When working with a decoder such as LDPC that can take in soft-decision inputs (or channel posterior probabilities as I've seen them called as well), how are these soft-decision values calculated for general M-ary modulations like M-FSK, PSK, or QAM? I have only been able to find the BPSK case so far in Todd Moon's Error Correction Coding Book. I'm assuming AWGN channels and binary FEC codewords over GF(2). Sources to information are fine too if the answers to this would be too long.

  • $\begingroup$ I assume Trellis Coded Modulation may also work out for your case. I ask myself if the answer from @Qasim is correct. I need to implement a soft decoder for DVB-S2 standard, and I think TCM is not included in the standard, so his formula may solve my issue. Is there any reference to check it out? Many thanks in advance, and best regards. $\endgroup$ – MisterTellini Jul 12 '17 at 11:52

In each case, the soft-decision output is just the matched filter's output.
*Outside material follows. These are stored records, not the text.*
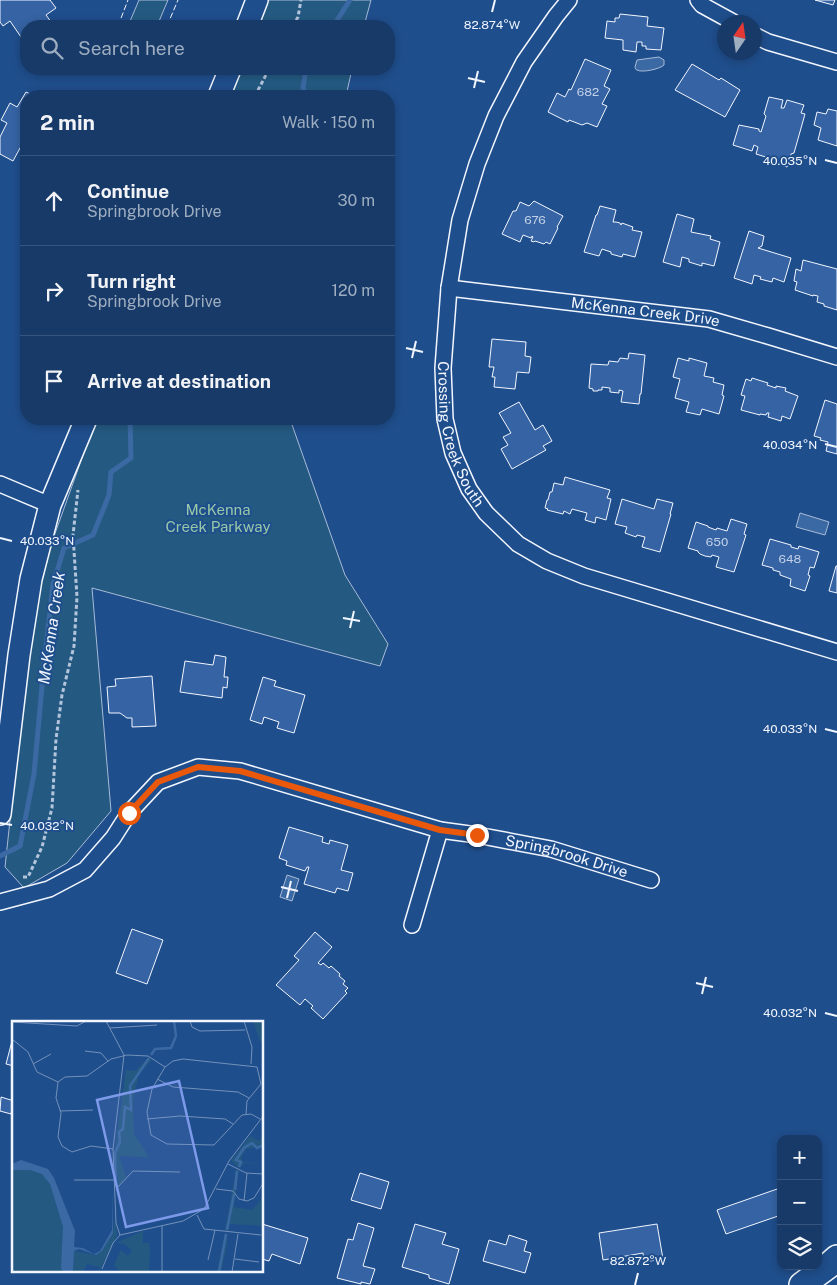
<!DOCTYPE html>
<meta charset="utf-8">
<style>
:root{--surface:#173a69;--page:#20416f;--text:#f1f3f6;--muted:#9eadc0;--line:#36547d}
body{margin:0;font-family:"Public Sans",sans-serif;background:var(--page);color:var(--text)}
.controls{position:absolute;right:15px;bottom:15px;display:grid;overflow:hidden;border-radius:10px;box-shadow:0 2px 8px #0003}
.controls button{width:45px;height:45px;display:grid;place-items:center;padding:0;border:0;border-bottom:1px solid var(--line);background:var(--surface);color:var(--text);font:25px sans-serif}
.compass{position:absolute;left:717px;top:15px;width:45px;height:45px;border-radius:50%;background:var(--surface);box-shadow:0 2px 8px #0003;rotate:13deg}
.stop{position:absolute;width:15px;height:15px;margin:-11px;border:4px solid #ea580c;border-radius:50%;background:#fff}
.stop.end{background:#ea580c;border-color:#fff;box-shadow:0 1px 5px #0008}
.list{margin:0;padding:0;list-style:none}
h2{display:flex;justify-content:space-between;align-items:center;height:65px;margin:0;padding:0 20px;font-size:21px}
h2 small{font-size:16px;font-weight:400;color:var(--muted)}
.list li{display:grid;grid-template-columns:32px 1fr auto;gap:15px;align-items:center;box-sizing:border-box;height:90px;padding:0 20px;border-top:1px solid var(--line)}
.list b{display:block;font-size:19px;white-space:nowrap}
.list p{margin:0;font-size:16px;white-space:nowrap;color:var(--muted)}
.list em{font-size:16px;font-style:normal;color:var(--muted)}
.icon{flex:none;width:28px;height:28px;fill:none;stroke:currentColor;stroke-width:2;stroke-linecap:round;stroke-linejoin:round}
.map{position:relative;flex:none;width:837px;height:1285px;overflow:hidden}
.search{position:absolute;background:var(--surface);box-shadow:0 2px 8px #0003;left:20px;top:20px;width:375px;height:55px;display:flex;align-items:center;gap:12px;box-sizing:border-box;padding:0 18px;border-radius:20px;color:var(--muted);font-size:19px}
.panel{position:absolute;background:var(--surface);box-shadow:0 2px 8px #0003;left:20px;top:90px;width:375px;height:335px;border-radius:20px}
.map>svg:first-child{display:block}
.green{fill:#245a82;stroke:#a8bbd7}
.water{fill:#3b69a3;stroke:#a8bbd7}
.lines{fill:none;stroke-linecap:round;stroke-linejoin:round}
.stream{stroke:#3b69a3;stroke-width:5}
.building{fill:#3563a3;stroke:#f2f6ff}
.minor-casing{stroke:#f2f6ff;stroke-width:18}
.secondary-casing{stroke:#f2f6ff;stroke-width:24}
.trunk-casing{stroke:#f2f6ff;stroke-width:28}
.path{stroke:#b3c4dc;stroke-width:3;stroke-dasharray:4 2.5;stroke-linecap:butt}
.minor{stroke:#1f4e8c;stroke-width:15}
.secondary{stroke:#1f4e8c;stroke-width:21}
.trunk{stroke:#1f4e8c;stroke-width:25}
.fence{stroke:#f2f6ff;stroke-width:1;stroke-dasharray:6 2.5;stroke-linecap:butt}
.route{stroke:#ea580c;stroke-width:6}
.ticks{fill:none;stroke:#f2f6ff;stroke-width:2}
.labels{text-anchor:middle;stroke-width:4;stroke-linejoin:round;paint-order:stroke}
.number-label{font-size:12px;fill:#c3d1e8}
.street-label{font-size:15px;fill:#f2f6ff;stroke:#1f4e8c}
.park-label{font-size:15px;fill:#97c8a6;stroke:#1f4e8c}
.water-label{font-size:16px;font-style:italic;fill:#f2f6ff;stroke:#1f4e8c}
.inset-river{fill:none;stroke:#3b69a3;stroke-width:2.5}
.inset-road{fill:none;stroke:#7391ba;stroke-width:1}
.view{fill:#7d9aea;fill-opacity:0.15;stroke:#7d9aea;stroke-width:2.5}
.inset-edge{fill:none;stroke:#f2f6ff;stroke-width:2.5}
.ticks-label{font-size:12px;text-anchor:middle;fill:#f2f6ff;stroke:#1f4e8c;stroke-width:4;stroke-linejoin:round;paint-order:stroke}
</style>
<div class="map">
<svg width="837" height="1285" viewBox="0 0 837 1285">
<rect width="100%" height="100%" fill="#1f4e8c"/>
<path class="green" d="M139 0H168L157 26H128Z
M264 0H371L364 26H255Z
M237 69H352L346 96H226Z
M96 419H290L345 575 388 644 380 666 92 588 111 811 67 863 24 888 5 867 22 708 43 567Z"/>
<path class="water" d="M659 57 664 60V65C660 69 642 73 637 70 636 70 635 68 635 67L637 60Z
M800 513 829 522 825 535 796 527Z
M287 875 299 879 292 901 280 897Z"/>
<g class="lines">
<path class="stream" d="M331 26 336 22 350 0
M306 69 303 88 307 96
M0 856 20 846 34 774 44 665 53 585 64 548 93 535 109 495 111 472 131 458 130 419"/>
</g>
<path class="building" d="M0 0H50L56 8 46 15 54 26H26V38L23 40 10 21 3 26 0 22Z
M815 0H835L833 5Z
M620 14 648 17 647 26 664 28 661 50 646 49V46H642V42H637L636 52 623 50V40L605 38 607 21 615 22V18H619Z
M585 59 611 70 604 86 610 89 602 104 607 106 597 127 587 123 582 125 569 120 568 122 548 112 557 93 565 97 569 89 571 90Z
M692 64 719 80 721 78 740 90 725 117 675 90Z
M26 92 34 96H26V137L13 161 0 154V137L7 123 1 120 10 103 17 107Z
M769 97 783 100 781 108H784L787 100 804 105 801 113 805 114 794 153 791 154 787 167 768 161 769 158 756 154 758 147 754 145 752 151 733 145 739 125 759 129V131L761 132 766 116 764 114Z
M828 109 837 111V146L818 140 821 128 814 125 817 112 826 114Z
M534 201 563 216 557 227 558 228 550 244 546 242 544 244 535 241 534 242 531 241 533 237 532 236 531 238 523 235 520 242 502 234 513 211H516L520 202 529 206Z
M600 206 616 210 613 222H616L620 223 621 225 622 223 633 227 632 230 642 232 635 257 623 254 622 257 611 254V252L602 249 599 256 584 252 596 215H597Z
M677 214 694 219 691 232 711 236 710 239 720 242 714 266 702 263V266L689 262V259L682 257 680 267 663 262Z
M749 231 764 236 762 246 758 248 791 258 784 282 773 278 772 282 760 279 761 277 754 275 752 284 734 278Z
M803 260 837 269V310L824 306V304L817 302 818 296 813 295V296L795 290 797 282 794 281 796 269 801 271Z
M492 339 526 342 525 356 531 357 529 373 517 372 515 389 494 387 495 377H492L494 367H489Z
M629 353 645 355 641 394H640L639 404 621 402 623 391 619 390V393L610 392V388L602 387V390H598V391H593V389L589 388 591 364 608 365 609 361 618 362 620 358 628 359Z
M678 358 689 361V358L707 363 704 376 714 378 713 382 724 385 722 395 724 396 719 414 702 409 700 415 686 412 689 402 675 398 680 379 673 377Z
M752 378 768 383 767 385 776 388V386L786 388 785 391 798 396 790 419 782 416 781 421 768 417 769 413H767L766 415 760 414V415L741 410 745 396 741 395 746 379 751 381Z
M825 400 837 404V454L826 451 828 442 820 440 821 438 814 436Z
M519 402 535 430 543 425 552 441 543 446 546 450 512 469 501 449 508 445 503 437 511 433 499 413Z
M565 477 610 490 607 498 611 499 606 520 596 517 595 523 585 520 587 513 572 509 570 514 564 511 563 514 547 510 548 509 545 508 547 500H548L550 492H552L554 483 563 485Z
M622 499 654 509 657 499 673 503 670 514H671L660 552 642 547 645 537 637 535 636 537 625 533 627 527 615 524Z
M731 519 747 524 744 534 746 535 734 572 716 567 719 557 712 555 711 557 705 556 700 554 698 552V551L688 548 696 522 708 526V527L716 530 717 528 727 531Z
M770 539 791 545V547L798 549 799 546 819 552 814 568 810 567 808 575 810 576 805 591 790 586 791 579 780 575V572L773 570V568L762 565Z
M836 566H837V593L829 591Z
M215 655 226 657 224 677H228L227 688 223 687 222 698 180 692 185 661 213 665Z
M152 676 156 726 132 727V718H127L120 713H109L107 687 116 686 115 679Z
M263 677 276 681 274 686 305 695 294 733 277 728 279 722 264 717 262 724 250 720Z
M289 827 323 837 322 842 329 844 330 840 348 845 341 870 353 873 348 891 337 888 335 893 304 884 309 867H307L305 871 286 865 287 861 279 858Z
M132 929 163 940 147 984 116 973Z
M315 932 332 947 318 963 321 965 323 963 329 968 331 966 340 974 339 976 345 981 343 984 348 988 345 991 347 993 323 1019 311 1008 313 1006 305 999 300 1005 276 985 299 960 294 956Z
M12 1041H14V1066L6 1064Z
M1 1097 14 1101 11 1114 0 1111Z
M360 1173 389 1182 381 1209 351 1200Z
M780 1188 781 1215 726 1234 717 1210Z
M358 1223 374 1228 363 1266 375 1269 370 1284 361 1282V1284L337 1278 348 1239 353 1240Z
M262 1224 308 1238 300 1264 272 1254 269 1261 262 1259Z
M415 1224 446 1233 442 1244 459 1249 449 1284 429 1278V1275L402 1267Z
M657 1224 663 1259 644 1262 643 1253 603 1260 599 1233Z
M509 1235 527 1241 524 1251 531 1253 525 1273 483 1261 489 1240 506 1245Z"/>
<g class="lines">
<defs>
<g id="minor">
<path id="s1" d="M569 0 556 16 524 62 496 116 477 164 460 220 449 288 443 368 445 419 453 453 469 489 486 513 518 544 547 561 584 576 837 652"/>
<path d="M698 0 702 5 733 22"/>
<path d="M754 35 768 42 837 62"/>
<path id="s2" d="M449 288 709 319 768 336 837 357"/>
<path d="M0 484 50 505"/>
<path id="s3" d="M0 902 49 889 85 870 113 838 129 813 158 782 198 767 240 771 440 830 477 835 551 849 651 880"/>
<path d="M412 925 440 830"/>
</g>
<path id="secondary" d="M247 26 257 0
M219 96 230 69
M0 814 19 655 31 579 50 505 86 419"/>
<path id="trunk" d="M802 1285 828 1266 837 1258"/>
</defs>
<use href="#minor" class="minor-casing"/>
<use href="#secondary" class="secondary-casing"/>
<use href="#trunk" class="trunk-casing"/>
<path class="path" d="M293 26 298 17 301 0
M255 96 269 69
M23 877H28L42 847 52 808 56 739 62 695 74 646 77 597 73 535 78 490"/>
<use href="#minor" class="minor"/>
<use href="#secondary" class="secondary"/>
<use href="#trunk" class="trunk"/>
<path class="fence" d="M118 26 128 0
M167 26 178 0"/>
</g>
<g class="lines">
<path class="route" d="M129 813 158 782 198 767 240 771 440 830 477 835"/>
</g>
<path class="ticks" d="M492 12 495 0M468 78 485 82M474 88 478 71M825 160 837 163M406 348 423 352M412 358 416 341M825 444 837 447M0 538 12 541M343 618 360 621M350 628 354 611M825 729 837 732M0 823 12 825M281 887 298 891M287 898 291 881M696 983 713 987M702 994 706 977M825 1013 837 1016M635 1285 638 1273"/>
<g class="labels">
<g class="number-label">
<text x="588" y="96">682</text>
<text x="535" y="224">676</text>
<text x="717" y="546">650</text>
<text x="790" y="563">648</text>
</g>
<g class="street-label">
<text dy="5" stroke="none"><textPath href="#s2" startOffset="198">McKenna Creek Drive</textPath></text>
<text dy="5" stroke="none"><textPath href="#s1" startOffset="466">Crossing Creek South</textPath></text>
<text dy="5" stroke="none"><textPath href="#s3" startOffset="629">Springbrook Drive</textPath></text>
</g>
<g class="park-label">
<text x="218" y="515">McKenna<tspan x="218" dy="17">Creek Parkway</tspan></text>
</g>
<g class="water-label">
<text transform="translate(51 628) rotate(-82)" y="6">McKenna Creek</text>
</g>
</g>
<g transform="translate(12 1021)">
<rect width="251" height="251" fill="#1f4e8c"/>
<path d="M241 0H250L251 22 248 20ZM136 37 140 39 127 53 121 79 122 113 137 136 107 135 114 156 107 166 102 134 114 49 123 50ZM251 114V125L234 128 229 137 231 141 251 143 232 142 227 147 219 140 238 115 247 120ZM0 149H18L31 153 38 163 51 206V251H0ZM224 149H227L222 186 240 189 251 176V205L218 203 216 210 213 209ZM103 196 105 214 87 251V246L75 243 71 251H61L62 230 84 234 90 230 101 212ZM131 210V222H137L138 229 137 251H108L102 244 109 229 116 235 120 230 113 223 104 222ZM213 212 216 213 214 229 209 251H205Z" fill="#245a82"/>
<path d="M9 139 36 148 42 157 63 210 62 226 71 227 82 233 88 230 100 209 101 172V212L90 230 84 234 67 228 62 230 61 251H51L49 247 51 206 38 163 30 153 18 149H0V143Z" fill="#3b69a3"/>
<path class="inset-river" d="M139 34 143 28 159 27 164 15 162 0M227 146 229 141 224 139 232 127 240 122 245 127 252 124M104 164 103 132 108 121 107 111 111 108 113 86 119 89 118 65 137 37M223 169 225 150M215 209 222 173M207 251 214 213"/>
<path class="inset-road" d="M94 0 112 34 101 128 104 202 108 214M178 0 180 6 188 10 233 9M232 0 240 26 239 43M0 1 65 5 74 0M98 7 145 4M0 18 16 31 25 51 46 61M73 30 89 32 96 40M21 43 39 33M145 58 161 66 226 71 237 77M48 90 81 89M234 93 235 80 249 63 245 46 171 38 161 40 153 46 140 68 135 91 139 114 155 123 202 124 230 94 239 93 248 98M135 98 168 95 213 98 221 103M101 128 79 125 60 131 50 125 46 116 49 92 44 77 46 61 53 56 75 55 99 38 115 34 136 35 153 46M216 143 234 152 252 153M62 159H102M104 168 121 150 168 151M204 168 221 170 227 178 235 180 242 177 252 161M232 180 235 152M185 194 192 208 249 214M223 238 247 241M196 239 203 209M90 248 101 222 108 214 171 200 192 188 217 140 252 94M150 251V205M220 251 226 213"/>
<path class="view" d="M167 60 196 187 114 206 85 79Z"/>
<rect width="251" height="251" class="inset-edge"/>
</g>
<g class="ticks-label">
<text x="492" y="29">82.874°W</text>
<text x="790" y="165">40.035°N</text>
<text x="790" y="449">40.034°N</text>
<text x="47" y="545">40.033°N</text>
<text x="790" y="733">40.033°N</text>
<text x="47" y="830">40.032°N</text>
<text x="790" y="1017">40.032°N</text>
<text x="638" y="1265">82.872°W</text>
</g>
</svg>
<div class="controls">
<button>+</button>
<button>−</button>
<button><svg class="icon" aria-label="layers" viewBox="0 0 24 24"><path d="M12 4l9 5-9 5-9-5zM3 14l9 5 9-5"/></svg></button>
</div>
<svg class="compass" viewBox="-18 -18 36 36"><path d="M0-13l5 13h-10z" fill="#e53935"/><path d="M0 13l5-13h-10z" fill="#9eadc0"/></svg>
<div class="stop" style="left:129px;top:813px"></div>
<div class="stop end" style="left:477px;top:835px"></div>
<div class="search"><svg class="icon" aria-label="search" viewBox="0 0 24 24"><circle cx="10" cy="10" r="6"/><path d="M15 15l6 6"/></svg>Search here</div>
<section class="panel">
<h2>2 min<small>Walk · 150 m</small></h2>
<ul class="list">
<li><svg class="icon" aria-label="ahead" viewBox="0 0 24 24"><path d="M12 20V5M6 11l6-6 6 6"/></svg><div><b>Continue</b><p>Springbrook Drive</p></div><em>30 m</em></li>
<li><svg class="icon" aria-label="right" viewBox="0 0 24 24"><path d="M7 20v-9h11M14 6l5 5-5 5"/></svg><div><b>Turn right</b><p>Springbrook Drive</p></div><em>120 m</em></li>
<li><svg class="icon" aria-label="arrive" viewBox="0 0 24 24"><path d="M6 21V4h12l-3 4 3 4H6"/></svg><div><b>Arrive at destination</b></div></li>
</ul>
</section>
</div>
For example, say you transmit the bit sequence $1,1$ with codeword $1,0,1,1$. You transmit these bits using, say, QPSK symbols $0.5+0.5j,0.5-0.5j$. After matched filtering in the receiver, you will get two noisy complex numbers, for example $0.55+0.45j,1.2-0.49j$. A hard-decision decoder will turn those numbers into QPSK symbols and then bits before FEC. A soft-decision decoder will use those numbers without any further processing (except maybe some quantization).

  • $\begingroup$ While the above is true, for larger constellations, there might need to be a soft demapping process that maps a soft symbol observation to a set of corresponding soft bit observations. So, given a soft observation of a symbol, one derivces the soft observations of each of the symbol's constituent bits. Those bit metrics then go into further decoding steps. $\endgroup$ – Jason R Jul 14 '15 at 19:50
  • $\begingroup$ Most decoders I have seen take soft decisions in the form of values in the range [-1,1] or some scaled version of that where each value is a "soft" bit. How would the noisy complex QPSK symbol get mapped to two values like that (one for each bit)? Or say a received complex symbol for 64-QAM getting mapped to 6 "soft" values. Maybe I'm still missing something? $\endgroup$ – majorpain1588 Jul 14 '15 at 19:56
  • $\begingroup$ @majorpain1588 In QPSK, the real part of the symbol corresponds to one bit and the imaginary part to the other bit. A similar process applies to other constellations. To obtain values in the range [-1,1], you just scale and normalize. For example, in a BPSK constellation with $+1,-1$, receiving a $+10$ would map to maybe $0.99$, a $0$ would map to $0$, and so on. You just have to establish a mapping. Another example: textbook soft-decision Viterbi decoders often map the soft metric to a three-bit value, where $000$ indicates high certainty of a bit $0$ and $111$ a high certainty of a bit $1$. $\endgroup$ – MBaz Jul 14 '15 at 20:56

I state here the general case of QAM. The channel observation is $r = r_I + jr_Q$. There are 4 bits in each symbol for 16-QAM for example, let's call them $u ~\epsilon$ $\{a,b,c,d\}$. Then the LLR of each $u$ is given by

\begin{equation*} LLR(u) = \log \frac{\sum _{s_{1,u}|u=1} e^{-|r-s_{1,u}|^2}/\sigma^2}{\sum _{s_{0,u}|u=0}e^{-|r-s_{0,u}|^2}/\sigma^2} \end{equation*} where $s_{1,u} = s_{I:1,u} + j s_{Q:1,u}$ and $s_{0,u} = s_{I:0,u} + j s_{Q:0,u}$ are the sets of QAM symbols for which bit $u ~\epsilon$ $\{a,b,c,d\}$ is 1 and 0, respectively. Such a procedure generates 'soft symbols' that can be be used in the iterative loop.